5. A homeschool method developed specifically for special needs (coming soon!) so you can develop your child’s intellect—whether problems are mild, moderate or severe

I hear the cry all around the internet: What curriculum should I use for my child? The needs are so vast: dyslexia, dysgraphia, dyscalculia, ADD/ADHD, nonverbal, intellectual disability, developmental delay, sensory processing disorder, OCD, motor planning problems, vision problems, and the list goes on and on. You can find curriculum to address some of these learning issues, but what about when your child has many problems or undefined problems?

My blog helps homeschoolers understand how to teach the special needs student through identifying learning and teaching methods that circumvent disabilities so your child can continue with academic work even while participating in therapy to improve overall function.
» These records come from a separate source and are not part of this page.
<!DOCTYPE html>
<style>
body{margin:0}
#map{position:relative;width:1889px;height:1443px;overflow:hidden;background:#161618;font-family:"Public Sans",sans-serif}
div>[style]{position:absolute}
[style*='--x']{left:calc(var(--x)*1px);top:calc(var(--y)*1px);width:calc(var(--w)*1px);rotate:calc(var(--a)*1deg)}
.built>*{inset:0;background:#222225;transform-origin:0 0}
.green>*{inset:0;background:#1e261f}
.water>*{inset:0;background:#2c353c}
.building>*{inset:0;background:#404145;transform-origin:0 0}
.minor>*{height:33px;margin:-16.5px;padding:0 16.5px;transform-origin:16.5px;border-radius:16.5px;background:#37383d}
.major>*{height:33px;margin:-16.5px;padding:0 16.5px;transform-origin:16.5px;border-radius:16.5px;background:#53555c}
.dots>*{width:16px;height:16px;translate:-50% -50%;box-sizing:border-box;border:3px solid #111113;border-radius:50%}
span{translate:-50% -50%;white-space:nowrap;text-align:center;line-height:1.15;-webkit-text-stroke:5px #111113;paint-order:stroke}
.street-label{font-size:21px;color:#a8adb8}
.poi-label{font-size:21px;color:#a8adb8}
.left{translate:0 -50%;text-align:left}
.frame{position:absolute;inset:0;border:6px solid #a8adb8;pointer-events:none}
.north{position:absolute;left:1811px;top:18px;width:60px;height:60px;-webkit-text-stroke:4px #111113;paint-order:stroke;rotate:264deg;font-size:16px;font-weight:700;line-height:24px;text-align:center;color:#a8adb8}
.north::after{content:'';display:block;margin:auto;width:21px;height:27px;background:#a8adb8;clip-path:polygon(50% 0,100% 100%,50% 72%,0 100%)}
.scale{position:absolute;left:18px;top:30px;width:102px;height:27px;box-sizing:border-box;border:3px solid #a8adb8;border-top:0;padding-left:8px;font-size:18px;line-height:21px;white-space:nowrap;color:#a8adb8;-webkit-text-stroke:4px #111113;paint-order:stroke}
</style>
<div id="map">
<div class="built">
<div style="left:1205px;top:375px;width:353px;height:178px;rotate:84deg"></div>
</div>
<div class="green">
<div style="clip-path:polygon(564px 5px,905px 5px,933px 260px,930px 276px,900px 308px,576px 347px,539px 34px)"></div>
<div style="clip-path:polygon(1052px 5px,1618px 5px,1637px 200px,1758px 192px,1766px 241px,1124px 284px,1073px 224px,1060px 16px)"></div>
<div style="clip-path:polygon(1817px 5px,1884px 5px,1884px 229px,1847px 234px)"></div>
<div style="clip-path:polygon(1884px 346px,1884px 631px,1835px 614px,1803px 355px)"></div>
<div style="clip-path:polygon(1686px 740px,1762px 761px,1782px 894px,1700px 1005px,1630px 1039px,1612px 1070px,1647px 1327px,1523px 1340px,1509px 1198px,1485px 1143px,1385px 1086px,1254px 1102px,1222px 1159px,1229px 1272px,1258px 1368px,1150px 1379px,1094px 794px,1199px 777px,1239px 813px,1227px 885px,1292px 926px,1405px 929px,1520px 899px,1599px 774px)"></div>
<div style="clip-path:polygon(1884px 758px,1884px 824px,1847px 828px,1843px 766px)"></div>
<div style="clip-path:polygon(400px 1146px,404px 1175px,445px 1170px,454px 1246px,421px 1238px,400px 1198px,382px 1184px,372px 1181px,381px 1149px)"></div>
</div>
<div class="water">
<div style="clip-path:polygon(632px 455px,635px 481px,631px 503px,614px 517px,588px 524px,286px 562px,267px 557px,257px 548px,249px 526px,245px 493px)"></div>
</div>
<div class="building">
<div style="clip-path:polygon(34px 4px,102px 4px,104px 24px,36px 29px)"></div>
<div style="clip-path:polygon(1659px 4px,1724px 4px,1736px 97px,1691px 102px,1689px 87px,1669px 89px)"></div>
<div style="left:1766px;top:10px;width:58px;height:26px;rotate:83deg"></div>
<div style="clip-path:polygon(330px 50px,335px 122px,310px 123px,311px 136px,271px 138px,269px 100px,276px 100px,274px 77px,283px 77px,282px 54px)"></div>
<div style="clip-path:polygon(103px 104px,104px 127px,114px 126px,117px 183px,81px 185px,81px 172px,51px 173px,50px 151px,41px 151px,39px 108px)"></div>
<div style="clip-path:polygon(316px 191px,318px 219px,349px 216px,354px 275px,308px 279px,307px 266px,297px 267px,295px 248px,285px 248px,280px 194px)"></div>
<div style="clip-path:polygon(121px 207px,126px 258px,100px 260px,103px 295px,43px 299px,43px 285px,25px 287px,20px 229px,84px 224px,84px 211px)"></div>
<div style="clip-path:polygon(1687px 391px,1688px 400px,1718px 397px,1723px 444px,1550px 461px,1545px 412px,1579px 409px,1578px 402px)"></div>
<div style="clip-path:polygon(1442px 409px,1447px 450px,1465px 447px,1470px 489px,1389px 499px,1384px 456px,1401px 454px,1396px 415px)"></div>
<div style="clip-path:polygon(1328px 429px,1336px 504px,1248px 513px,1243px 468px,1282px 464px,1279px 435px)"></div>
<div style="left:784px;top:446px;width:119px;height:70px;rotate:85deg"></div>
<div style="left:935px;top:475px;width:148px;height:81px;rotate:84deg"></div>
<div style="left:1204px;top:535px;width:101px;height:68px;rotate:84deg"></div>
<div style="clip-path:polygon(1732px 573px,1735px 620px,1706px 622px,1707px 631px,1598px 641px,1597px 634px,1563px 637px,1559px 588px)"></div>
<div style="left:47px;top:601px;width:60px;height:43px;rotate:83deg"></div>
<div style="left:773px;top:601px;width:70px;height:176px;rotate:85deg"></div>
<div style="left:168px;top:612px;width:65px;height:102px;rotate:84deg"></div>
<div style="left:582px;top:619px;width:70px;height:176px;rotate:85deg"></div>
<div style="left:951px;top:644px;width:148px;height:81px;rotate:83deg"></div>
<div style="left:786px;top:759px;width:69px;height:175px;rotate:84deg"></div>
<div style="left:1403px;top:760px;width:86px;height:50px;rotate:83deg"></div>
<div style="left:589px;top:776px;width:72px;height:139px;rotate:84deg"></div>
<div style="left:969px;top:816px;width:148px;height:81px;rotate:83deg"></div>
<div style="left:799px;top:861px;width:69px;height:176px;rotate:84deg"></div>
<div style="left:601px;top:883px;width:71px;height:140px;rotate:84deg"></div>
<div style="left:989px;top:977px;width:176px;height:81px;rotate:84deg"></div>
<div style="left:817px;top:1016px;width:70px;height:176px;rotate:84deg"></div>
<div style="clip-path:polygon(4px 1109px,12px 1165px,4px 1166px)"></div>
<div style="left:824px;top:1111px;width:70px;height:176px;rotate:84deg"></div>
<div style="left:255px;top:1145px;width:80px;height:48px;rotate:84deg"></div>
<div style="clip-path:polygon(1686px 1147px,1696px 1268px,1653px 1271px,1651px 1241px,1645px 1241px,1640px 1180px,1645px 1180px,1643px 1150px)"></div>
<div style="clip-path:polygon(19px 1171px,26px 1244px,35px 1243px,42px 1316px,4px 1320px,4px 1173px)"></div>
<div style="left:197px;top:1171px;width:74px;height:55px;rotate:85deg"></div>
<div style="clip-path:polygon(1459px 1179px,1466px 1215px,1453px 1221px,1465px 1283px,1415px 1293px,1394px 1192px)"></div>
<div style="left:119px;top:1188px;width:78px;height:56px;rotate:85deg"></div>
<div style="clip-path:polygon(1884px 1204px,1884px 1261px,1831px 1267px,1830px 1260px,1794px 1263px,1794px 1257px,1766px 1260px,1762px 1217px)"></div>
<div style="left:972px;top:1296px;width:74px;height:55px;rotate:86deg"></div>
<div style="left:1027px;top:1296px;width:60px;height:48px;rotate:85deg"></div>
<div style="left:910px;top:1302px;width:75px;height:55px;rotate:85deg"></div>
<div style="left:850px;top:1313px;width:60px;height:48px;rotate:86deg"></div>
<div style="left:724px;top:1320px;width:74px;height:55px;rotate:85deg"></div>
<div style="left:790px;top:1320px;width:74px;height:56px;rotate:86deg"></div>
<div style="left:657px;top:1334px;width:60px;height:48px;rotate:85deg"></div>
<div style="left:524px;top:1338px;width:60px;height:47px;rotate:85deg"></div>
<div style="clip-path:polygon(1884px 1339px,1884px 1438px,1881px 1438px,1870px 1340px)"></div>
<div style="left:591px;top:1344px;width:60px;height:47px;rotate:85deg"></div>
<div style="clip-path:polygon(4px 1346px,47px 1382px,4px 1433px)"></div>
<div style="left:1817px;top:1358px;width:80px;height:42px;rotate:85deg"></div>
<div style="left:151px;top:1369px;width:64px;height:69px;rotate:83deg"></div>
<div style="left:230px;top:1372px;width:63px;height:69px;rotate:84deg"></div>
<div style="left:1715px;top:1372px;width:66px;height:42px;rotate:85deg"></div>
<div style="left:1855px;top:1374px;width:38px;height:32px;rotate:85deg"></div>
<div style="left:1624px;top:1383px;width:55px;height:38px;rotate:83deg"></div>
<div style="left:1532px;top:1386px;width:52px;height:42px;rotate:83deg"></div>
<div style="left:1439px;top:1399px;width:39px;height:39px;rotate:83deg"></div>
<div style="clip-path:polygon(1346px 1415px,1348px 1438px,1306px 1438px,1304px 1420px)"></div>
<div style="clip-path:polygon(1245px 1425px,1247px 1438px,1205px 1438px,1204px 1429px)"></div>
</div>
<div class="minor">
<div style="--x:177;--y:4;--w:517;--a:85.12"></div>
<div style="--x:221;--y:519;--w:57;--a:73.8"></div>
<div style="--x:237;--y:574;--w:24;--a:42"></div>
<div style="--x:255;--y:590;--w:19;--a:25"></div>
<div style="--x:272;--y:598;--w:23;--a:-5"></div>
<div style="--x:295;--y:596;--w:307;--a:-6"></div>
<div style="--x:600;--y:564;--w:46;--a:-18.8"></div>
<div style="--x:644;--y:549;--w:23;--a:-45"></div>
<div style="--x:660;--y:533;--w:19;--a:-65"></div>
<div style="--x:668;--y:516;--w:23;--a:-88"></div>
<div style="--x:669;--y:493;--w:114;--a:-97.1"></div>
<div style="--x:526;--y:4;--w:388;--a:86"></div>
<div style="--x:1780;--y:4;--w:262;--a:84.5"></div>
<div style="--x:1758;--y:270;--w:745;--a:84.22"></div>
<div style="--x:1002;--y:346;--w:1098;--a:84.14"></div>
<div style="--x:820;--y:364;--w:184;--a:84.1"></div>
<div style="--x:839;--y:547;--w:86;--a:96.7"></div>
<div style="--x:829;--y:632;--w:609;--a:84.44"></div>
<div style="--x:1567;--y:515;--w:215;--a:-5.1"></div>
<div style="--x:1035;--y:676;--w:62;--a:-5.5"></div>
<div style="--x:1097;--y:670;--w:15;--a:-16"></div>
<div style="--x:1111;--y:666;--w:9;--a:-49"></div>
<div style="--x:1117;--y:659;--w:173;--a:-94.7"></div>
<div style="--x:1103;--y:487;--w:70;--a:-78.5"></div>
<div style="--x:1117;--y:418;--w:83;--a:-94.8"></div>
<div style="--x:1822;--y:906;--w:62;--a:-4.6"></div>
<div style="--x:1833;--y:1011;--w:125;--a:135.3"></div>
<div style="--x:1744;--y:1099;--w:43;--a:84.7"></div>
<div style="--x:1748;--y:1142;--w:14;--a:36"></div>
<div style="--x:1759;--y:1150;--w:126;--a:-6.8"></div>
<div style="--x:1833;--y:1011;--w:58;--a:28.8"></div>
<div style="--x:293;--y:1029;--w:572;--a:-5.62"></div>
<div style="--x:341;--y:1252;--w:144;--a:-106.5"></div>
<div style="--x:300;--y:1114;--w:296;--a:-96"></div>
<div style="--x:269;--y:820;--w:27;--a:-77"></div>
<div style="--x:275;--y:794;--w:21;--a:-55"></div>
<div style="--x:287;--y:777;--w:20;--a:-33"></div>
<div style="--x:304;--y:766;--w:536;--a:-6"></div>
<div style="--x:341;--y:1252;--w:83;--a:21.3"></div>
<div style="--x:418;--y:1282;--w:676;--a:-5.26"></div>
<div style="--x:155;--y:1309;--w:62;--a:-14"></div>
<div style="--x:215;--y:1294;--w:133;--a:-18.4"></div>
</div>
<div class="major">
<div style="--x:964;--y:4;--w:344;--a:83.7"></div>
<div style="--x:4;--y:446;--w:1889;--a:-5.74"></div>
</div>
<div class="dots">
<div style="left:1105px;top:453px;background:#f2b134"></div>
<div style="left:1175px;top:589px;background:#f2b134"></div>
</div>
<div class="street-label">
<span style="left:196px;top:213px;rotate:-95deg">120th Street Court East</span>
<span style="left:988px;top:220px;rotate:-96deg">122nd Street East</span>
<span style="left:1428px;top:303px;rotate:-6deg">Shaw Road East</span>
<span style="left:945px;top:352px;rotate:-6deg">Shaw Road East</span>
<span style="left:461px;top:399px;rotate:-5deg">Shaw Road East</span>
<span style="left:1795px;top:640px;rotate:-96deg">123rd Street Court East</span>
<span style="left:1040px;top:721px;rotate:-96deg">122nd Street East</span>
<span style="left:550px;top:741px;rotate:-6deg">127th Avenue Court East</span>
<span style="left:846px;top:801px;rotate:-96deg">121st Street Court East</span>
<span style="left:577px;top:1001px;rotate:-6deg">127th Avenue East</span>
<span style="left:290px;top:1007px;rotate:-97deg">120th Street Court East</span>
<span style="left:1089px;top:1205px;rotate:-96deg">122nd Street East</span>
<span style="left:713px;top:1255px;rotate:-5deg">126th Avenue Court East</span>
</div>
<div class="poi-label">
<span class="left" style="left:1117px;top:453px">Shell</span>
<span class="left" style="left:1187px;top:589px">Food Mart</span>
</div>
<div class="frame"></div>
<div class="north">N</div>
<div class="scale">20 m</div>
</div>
I am working on a homeschool method designed specifically for special needs students that combines several popular homeschool methods such as classical education and child-initiated learning integrated with Bloom’s taxonomy. I have developed this method because:

  • I believe any child can learn within the right context and from the right perspective.
  • I believe that our kids—even those with moderate to severe intellectual disabilities—deserve a true education taught at their level rather than keeping them in perpetual kindergarten. Just because they do not have the ability to indicate what they truly know and understand in a given lesson is no reason to keep them there until they can.
  • I believe our kids can learn far more than they can express so this method of teaching is designed to feed their intellects and enrich their lives.

Conclusion

Having a special needs child is a big disruptor, even a shock. The mental condition of parents who raise special needs children is sometimes likened to post traumatic stress disorder (PTSD). This lifestyle requires learning a new skill set covering parenting, home management, emotional health and even survival. This blog is all about helping you gain perspective, skills and successful systems so you can help your child and move forward into a more peaceful and rewarding life.